Date: 21 December 2017
Joy Milne has an incredible sense of smell that is able to recognise Parkinson's disease on the human body. Her story has received lots of media attention - and has now featured on The One Show on BBC 1 (21 December 2017).
You can watch the piece at 18mins 50secs here.
Joy detected Parkinson's on her husband, Les, 10 years before he was diagnosed by doctors.
Now she is using her ability to help researchers develop a diagnostic test for the condition.
But researchers also need other people to take part in a clinical study inspired by Joy sense of smell. Read how you can help below:
The Skin Metabolites in Parkinson's Disease research study
Through our outreach activities in the Parkinson's disease (PD) community we have serendipitously identified a woman who claims to be able to detect a unique body odour from people with PD.
This woman has an extremely sensitive sense of smell and, from a series of questions and answers, she has made it clear that people with PD do not simply have increased body odour, but different body odour to her nose.
Importantly, from her own experience she detected a change in body odour in a family member many years before the onset of motor symptoms, and the eventual diagnosis of PD.
The lady in question has been tested on two occasions with samples from people with PD and people without PD. The samples were gauze swabs rubbed on the skin.
The “expert smeller” correctly identified the samples from people with PD in 12/12 individuals from sniffing the swabs. The unique odour was easily detected in these swab samples by our expert smeller.
Aim of the Study:
This study aims to collect further samples to enable further testing. The overall aim is to see if we can detect and identify compounds present on the skin of PD sufferers that will provide a route for early diagnosis of the disease. To deliver this aim, we will need skin samples from people with and without PD.
Design and methods used:
Participants are invited to clinic or seen at home for a single visit in which sebum samples are collected using a gauze swab to the upper back and forehead. Participants are asked to provide some basic demographic data.
Participants are asked not to shower on the morning of the visit and to refrain from using face creams and make up on the sampling areas to ensure the best quality sample.
Skin Metabolites via Gauze swabbing:
This is already applied in clinical/analytical settings as an easy-to-use and reproducible method for extraction of chemical information from the skin. Sampling involves each subject being swabbed on the forehead and/or upper back with a medical gauze material. These samples will then be sent for analysis, extracted with a suitable solvent and subsequently analysed.
Patient and public involvement:
The study protocol has been assessed by lay reviewers with PD.
We will seek to publish our data in the scientific literature. We will also publish reports on the Parkinson's UK website and keep our participants informed of findings as the project progresses, via three monthly lay reports. We will use the press offices of the Universities of Manchester and Edinburgh to inform of significant findings in this Parkinson's UK funded project.

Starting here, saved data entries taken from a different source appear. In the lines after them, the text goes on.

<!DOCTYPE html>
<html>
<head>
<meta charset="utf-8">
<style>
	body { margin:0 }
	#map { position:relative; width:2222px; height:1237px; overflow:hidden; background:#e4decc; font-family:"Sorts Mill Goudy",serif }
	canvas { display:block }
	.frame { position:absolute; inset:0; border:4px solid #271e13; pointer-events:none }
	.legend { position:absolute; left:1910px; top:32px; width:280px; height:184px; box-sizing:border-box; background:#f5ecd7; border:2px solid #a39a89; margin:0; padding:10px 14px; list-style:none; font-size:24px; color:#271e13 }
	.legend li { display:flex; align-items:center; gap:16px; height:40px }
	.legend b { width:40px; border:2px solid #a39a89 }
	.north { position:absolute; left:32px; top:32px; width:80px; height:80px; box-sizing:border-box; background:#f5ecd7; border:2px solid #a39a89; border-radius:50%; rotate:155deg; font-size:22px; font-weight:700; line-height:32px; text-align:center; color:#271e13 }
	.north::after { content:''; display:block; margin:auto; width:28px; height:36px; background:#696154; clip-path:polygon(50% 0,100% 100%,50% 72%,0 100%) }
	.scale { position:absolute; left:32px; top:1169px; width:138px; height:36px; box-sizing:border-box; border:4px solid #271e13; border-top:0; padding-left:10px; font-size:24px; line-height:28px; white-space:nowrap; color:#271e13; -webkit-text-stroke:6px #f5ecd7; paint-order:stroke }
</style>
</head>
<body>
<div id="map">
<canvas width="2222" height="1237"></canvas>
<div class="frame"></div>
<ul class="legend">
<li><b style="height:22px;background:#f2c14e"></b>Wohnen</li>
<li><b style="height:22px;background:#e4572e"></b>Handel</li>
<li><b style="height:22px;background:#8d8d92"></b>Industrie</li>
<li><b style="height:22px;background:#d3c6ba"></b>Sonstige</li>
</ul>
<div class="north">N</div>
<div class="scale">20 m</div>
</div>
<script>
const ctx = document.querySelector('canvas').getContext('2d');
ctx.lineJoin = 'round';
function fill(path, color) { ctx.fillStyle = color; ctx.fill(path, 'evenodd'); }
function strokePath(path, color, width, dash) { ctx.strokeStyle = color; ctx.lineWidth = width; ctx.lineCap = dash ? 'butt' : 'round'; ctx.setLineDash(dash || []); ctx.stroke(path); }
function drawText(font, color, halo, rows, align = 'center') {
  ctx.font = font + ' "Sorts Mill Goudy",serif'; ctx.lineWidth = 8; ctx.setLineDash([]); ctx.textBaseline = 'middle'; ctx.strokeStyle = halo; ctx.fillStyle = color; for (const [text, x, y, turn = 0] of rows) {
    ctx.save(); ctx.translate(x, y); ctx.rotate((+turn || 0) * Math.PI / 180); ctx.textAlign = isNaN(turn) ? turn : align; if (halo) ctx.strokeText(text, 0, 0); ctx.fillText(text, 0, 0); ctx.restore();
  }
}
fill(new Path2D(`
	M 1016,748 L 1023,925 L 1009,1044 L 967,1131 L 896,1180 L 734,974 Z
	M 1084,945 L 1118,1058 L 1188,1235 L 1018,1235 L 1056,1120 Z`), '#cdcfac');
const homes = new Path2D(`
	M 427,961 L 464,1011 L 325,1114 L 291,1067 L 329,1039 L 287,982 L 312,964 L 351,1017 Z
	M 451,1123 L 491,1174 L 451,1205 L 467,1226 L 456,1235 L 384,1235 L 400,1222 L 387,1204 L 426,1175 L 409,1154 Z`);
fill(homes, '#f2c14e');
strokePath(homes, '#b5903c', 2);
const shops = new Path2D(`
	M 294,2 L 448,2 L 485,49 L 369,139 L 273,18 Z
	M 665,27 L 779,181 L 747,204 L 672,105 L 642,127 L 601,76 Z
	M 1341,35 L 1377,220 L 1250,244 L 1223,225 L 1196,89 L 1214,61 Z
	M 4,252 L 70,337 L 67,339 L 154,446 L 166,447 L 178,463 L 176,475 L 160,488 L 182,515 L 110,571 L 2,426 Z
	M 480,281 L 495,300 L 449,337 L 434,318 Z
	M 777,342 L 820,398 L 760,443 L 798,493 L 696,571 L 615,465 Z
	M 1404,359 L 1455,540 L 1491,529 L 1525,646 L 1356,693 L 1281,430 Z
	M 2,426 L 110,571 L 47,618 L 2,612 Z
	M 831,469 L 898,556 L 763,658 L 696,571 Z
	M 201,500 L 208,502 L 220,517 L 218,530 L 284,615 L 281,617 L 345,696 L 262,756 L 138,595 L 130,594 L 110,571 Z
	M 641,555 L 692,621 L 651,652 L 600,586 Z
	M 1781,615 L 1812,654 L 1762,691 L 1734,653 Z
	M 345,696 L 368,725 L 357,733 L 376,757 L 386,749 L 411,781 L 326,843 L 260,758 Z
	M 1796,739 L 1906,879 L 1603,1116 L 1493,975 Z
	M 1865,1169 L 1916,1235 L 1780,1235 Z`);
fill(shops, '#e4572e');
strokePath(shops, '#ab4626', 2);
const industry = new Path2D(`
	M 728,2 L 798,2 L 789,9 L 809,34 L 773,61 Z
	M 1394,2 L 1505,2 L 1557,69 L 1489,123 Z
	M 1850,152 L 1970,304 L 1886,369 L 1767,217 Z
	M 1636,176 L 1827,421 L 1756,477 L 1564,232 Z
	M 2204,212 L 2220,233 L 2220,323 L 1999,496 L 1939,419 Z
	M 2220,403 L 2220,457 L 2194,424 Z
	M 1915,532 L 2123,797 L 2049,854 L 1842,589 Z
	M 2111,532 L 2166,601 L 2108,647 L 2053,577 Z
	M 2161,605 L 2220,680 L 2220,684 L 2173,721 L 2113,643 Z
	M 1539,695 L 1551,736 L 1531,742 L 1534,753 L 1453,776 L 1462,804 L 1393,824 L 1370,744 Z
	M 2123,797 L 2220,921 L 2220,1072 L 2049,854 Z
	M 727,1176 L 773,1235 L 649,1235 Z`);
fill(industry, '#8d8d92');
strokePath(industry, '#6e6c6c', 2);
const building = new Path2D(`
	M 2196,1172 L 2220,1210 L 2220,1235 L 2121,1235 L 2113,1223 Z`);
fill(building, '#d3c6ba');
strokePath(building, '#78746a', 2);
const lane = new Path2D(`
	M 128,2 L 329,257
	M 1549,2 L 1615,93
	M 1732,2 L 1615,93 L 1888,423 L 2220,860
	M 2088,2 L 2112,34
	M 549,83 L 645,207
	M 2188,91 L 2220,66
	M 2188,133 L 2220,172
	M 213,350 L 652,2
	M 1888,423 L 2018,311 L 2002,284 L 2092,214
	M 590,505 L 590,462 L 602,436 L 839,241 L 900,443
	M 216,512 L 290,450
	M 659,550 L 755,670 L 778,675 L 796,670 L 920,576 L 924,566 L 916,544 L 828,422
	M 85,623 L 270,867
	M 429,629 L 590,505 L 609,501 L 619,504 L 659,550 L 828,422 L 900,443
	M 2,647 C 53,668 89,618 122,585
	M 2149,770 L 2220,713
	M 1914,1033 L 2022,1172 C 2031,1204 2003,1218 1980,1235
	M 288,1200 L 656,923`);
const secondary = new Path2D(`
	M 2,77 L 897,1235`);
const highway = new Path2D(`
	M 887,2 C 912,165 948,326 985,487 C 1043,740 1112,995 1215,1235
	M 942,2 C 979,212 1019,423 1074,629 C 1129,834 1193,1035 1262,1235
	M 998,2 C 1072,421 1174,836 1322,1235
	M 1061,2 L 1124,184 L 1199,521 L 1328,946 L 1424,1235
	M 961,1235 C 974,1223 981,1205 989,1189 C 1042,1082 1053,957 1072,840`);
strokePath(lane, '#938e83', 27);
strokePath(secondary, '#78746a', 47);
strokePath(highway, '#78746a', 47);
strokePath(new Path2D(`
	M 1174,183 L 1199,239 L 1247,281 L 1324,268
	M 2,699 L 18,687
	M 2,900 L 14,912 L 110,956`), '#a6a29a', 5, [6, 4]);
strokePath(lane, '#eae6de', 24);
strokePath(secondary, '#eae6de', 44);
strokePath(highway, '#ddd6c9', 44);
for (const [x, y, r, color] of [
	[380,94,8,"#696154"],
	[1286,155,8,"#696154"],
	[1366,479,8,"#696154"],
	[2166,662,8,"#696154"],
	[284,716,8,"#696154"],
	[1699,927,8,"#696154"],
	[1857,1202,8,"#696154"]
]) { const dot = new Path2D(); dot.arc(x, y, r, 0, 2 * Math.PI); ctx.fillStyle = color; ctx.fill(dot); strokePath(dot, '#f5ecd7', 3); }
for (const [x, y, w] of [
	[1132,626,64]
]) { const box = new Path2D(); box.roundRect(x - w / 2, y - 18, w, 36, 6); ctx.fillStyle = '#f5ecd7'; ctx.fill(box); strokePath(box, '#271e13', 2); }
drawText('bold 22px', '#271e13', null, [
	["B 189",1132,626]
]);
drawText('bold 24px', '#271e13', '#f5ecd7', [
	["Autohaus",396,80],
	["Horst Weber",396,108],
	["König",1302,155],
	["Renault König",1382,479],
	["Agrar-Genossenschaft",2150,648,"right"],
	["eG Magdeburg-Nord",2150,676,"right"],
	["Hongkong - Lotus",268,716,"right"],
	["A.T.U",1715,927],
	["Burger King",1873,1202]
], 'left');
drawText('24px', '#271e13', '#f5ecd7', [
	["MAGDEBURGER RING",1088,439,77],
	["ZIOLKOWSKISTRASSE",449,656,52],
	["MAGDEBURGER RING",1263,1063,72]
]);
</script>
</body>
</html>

In order to make sure our work stimulates future research we aim to:
· Publish our work in academic journals
· Present our work at conferences attended by academics
How can I get involved?
We are recruiting to the study at a number of sites across the country in Greater Manchester, North East and North Cumbria, South West Peninsula, North West London, North Thames, Eastern, Yorkshire & Humber, West of England and Scotland. Recruitment is actually on hold for the moment, but will be resuming in early 2018.